Thinking about the Cache Valley Cruise-In parade, a $10,000 traffic-control estimate seems a little low to me. I’m surprised that Main Street can be completely shut down for so little.

One of the things I learned during my time as a race director was why it’s so expensive to change traffic flow. I also learned why we can’t use volunteers instead of uniformed officers to save money.

To start with, officers are trained professionals who deal with people, traffic and crashes. First responders should be on hand whenever traffic changes from the norm because accidents will happen. Having trained pros on hand is a must.

Volunteers lack training and the power of the law. There’s no punishment for a driver who ignores a guy in an orange vest. To illustrate, Saturday morning I participated in a triathlon at Logan Aquatics Center. Most of the traffic control was handled by volunteers. As I was returning from the bike course to the transition area, a truck rolled past orange traffic cones and a flag-waving, orange-vested volunteer. If I had not chosen to break, even though I had the right of way, I would have been hit.

The driver didn’t care to obey the volunteer, respect the traffic cones, or wait for me because the volunteer didn’t have a badge. When an officer is monitoring an intersection, drivers react differently.

Insurance is another necessity when dealing with traffic. Using civilians in traffic situations puts them at risk. That’s a risk most civilians aren’t covered for in the event of an accident. Police departments have insurance that covers officers in case of accident costs and injuries incurred in the line of duty.

Training, experience, and insurance have value. That protection costs money. There is no such thing as a free event that uses uniformed officers. If the event directors are not paying, the taxpayer is.

So, I sympathize with the Cache Valley Cruise-In Association, but municipalities answer to taxpayers and have budgets to balance. In the end, I had to figure out how to finance traffic-control costs through my event budget or make a change in venue.

For the organizers of the Cruise-In and anybody else interested in hosting a parade, I’d like to toss out a few suggestions.

Carefully plan a route to interfere with the least amount of traffic possible. Avoiding major roads and using right turns in a loop were easy ways for me to save money. Maximum traffic disruption is very costly and it is a safety hazard.

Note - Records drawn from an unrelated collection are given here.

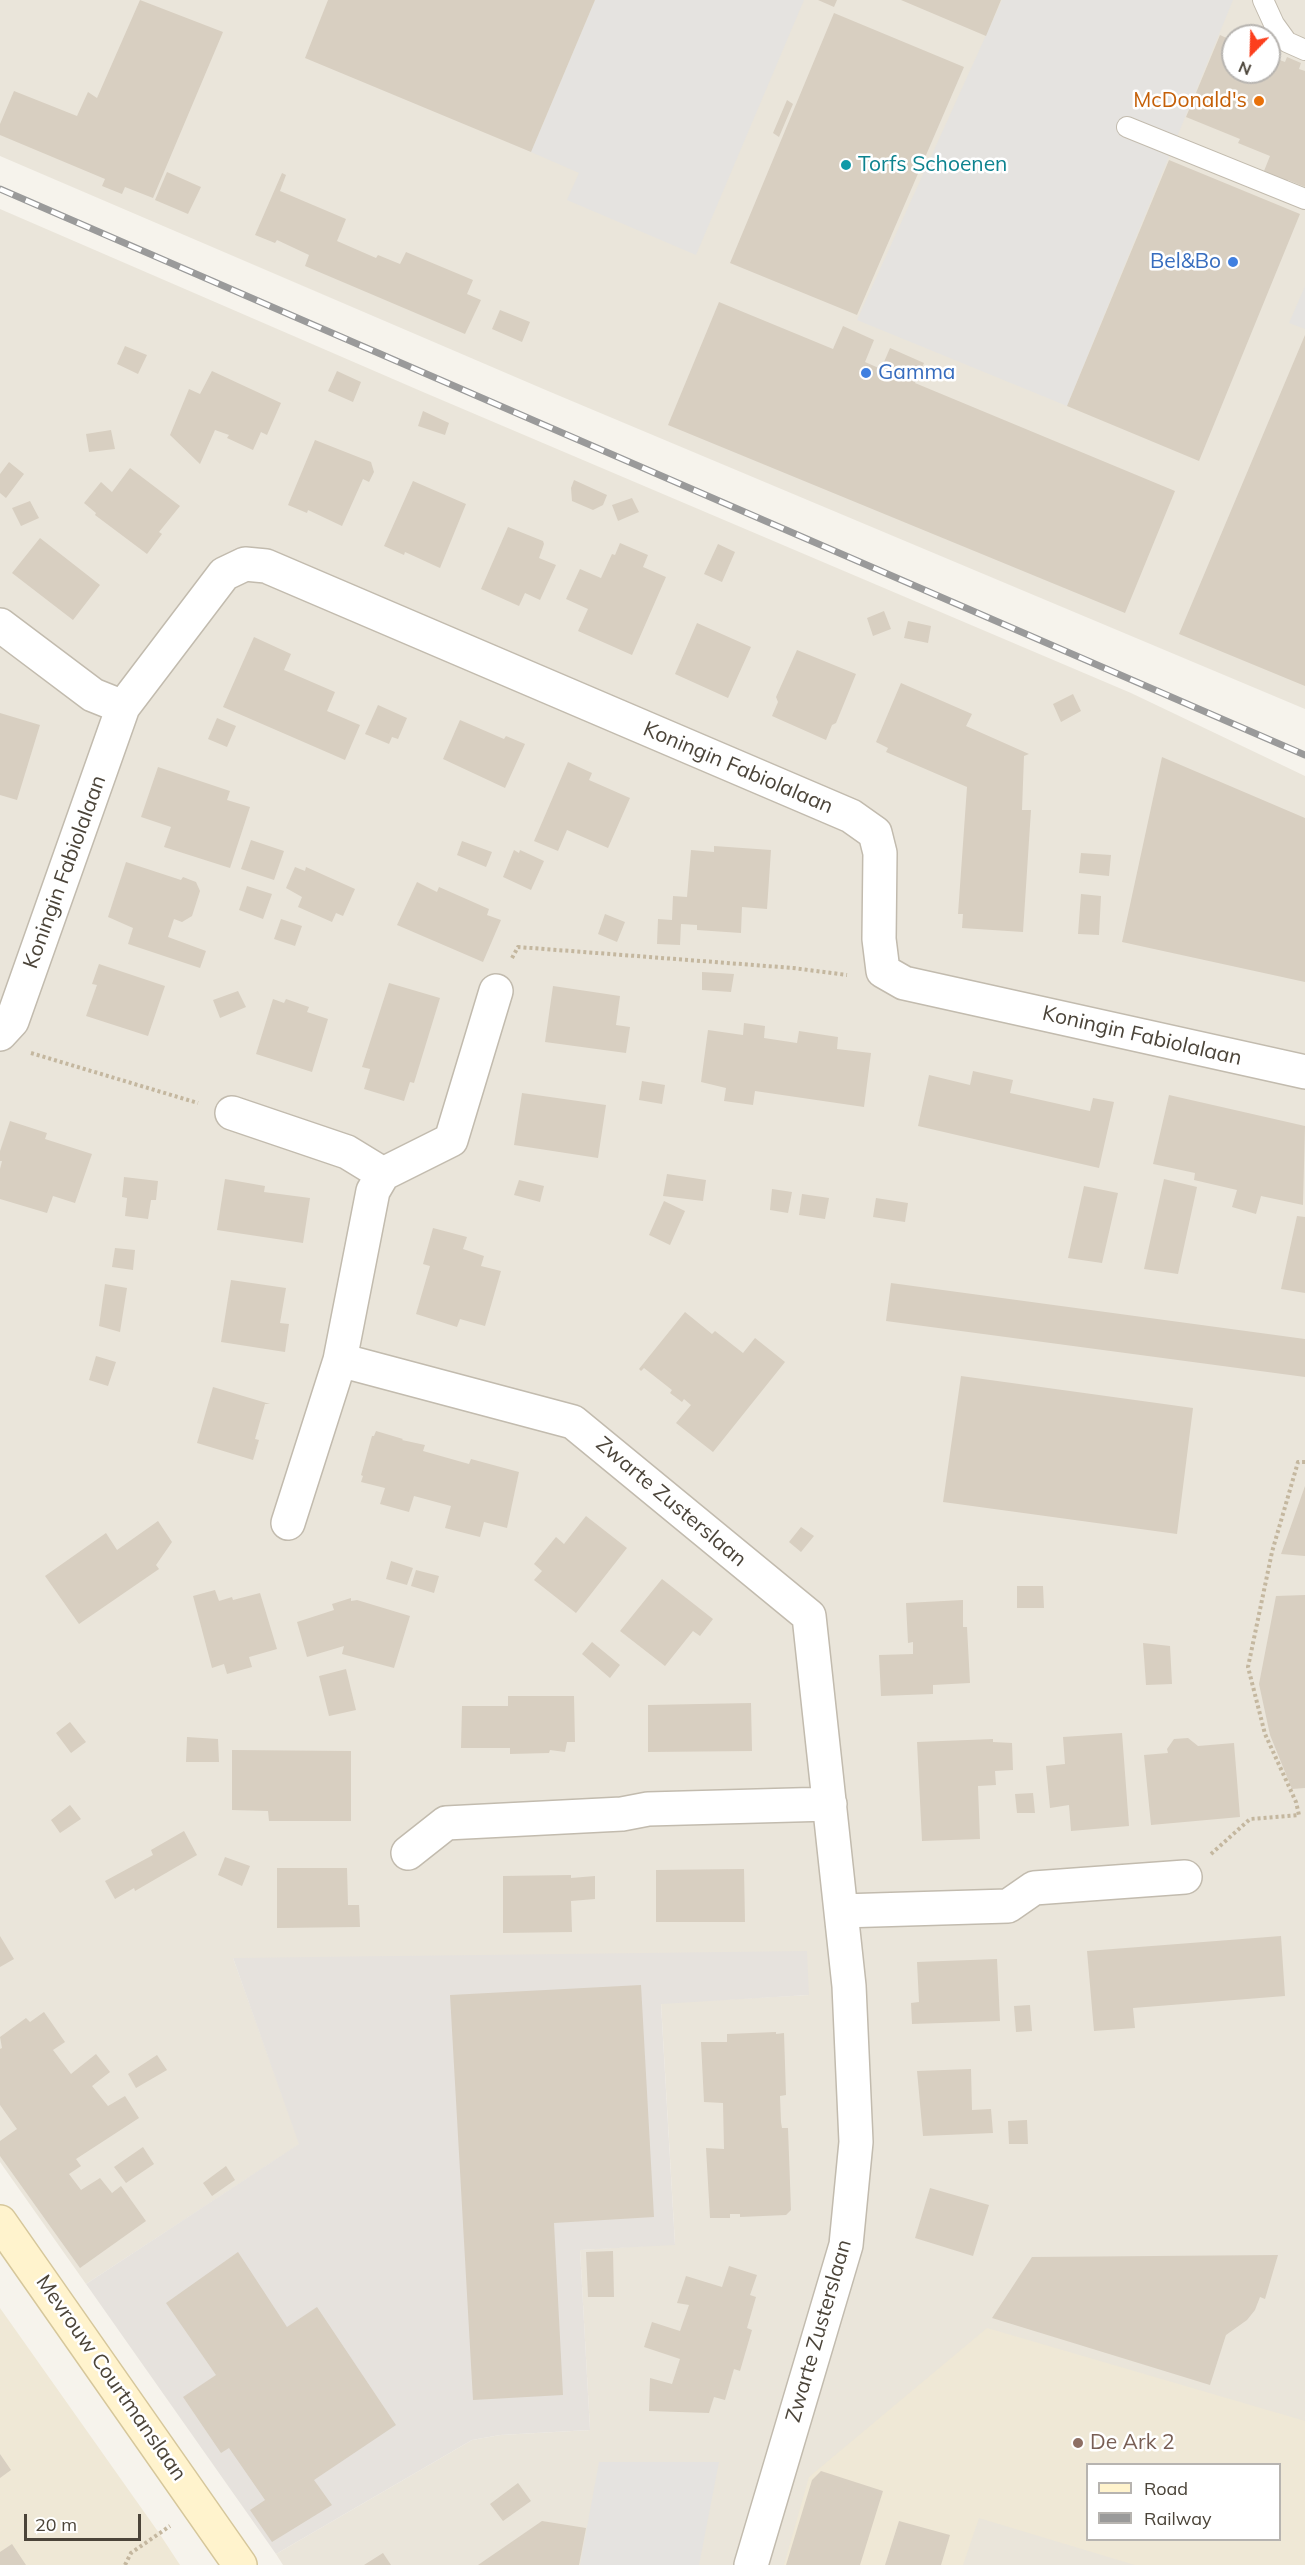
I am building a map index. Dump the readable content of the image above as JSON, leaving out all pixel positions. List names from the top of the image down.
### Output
{
  "streets": {
    "street": ["Koningin Fabiolalaan", "Zwarte Zusterslaan", "Mevrouw Courtmanslaan"]
  },
  "places": [
    "McDonald's",
    "Torfs Schoenen",
    "Bel&Bo",
    "Gamma",
    "De Ark 2"
  ],
  "legend": ["Road", "Railway"],
  "scale_bar": "20 m",
  "north": "bottom left"
}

Adding revenue to cover traffic costs is also a must. Parade-specific community sponsors and vendors would help. When there is an economic incentive, businesses will contribute to the event. The Cruise-In activities at the fairgrounds have sponsors. If the parade is economically important, the parade can gain sponsors as well. CVCA has this figured out for the fairgrounds activities and they do a great job.

Participant fees would help keep the parade as well. Considering that participants pay out of pocket to attend the Cruise-In each year, a traffic-control fee for parade participation is reasonable. If an additional $12 fee for traffic control were asked of each of the 900 vehicles participating in the Cruise-In parade this year, the traffic control cost would be paid for even with the current route. If the route were adjusted to minimize cost, the fee could be far less per participant and still keep a lively parade.

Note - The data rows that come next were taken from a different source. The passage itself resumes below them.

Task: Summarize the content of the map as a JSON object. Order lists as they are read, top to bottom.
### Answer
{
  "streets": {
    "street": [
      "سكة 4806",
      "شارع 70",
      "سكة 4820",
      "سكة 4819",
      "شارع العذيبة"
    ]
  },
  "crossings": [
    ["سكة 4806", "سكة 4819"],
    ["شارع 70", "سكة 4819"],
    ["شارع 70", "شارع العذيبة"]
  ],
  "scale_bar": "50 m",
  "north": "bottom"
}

Finally, if I couldn’t make the balance sheet work out, I’d considered moving the event to a more budget-friendly home. After all, with participants driving cars from all over the country to come, what’s driving another 10 minutes to the parade route?

In short, there are lots of reasons the Cruise-In parade is a wonderful thing for our community. And there is also a cost to pay. With some route flexibility and creative financing, the parade could go forward. That said, CVCA has great volunteers that work hard as it is. Those who want to keep the parade might consider volunteering their time to make sure the event can happen again or offer up their town as a perfect new home for the Cruise-In parade.

Note: I reached out to CVCA via email for comment, but have not yet received a response.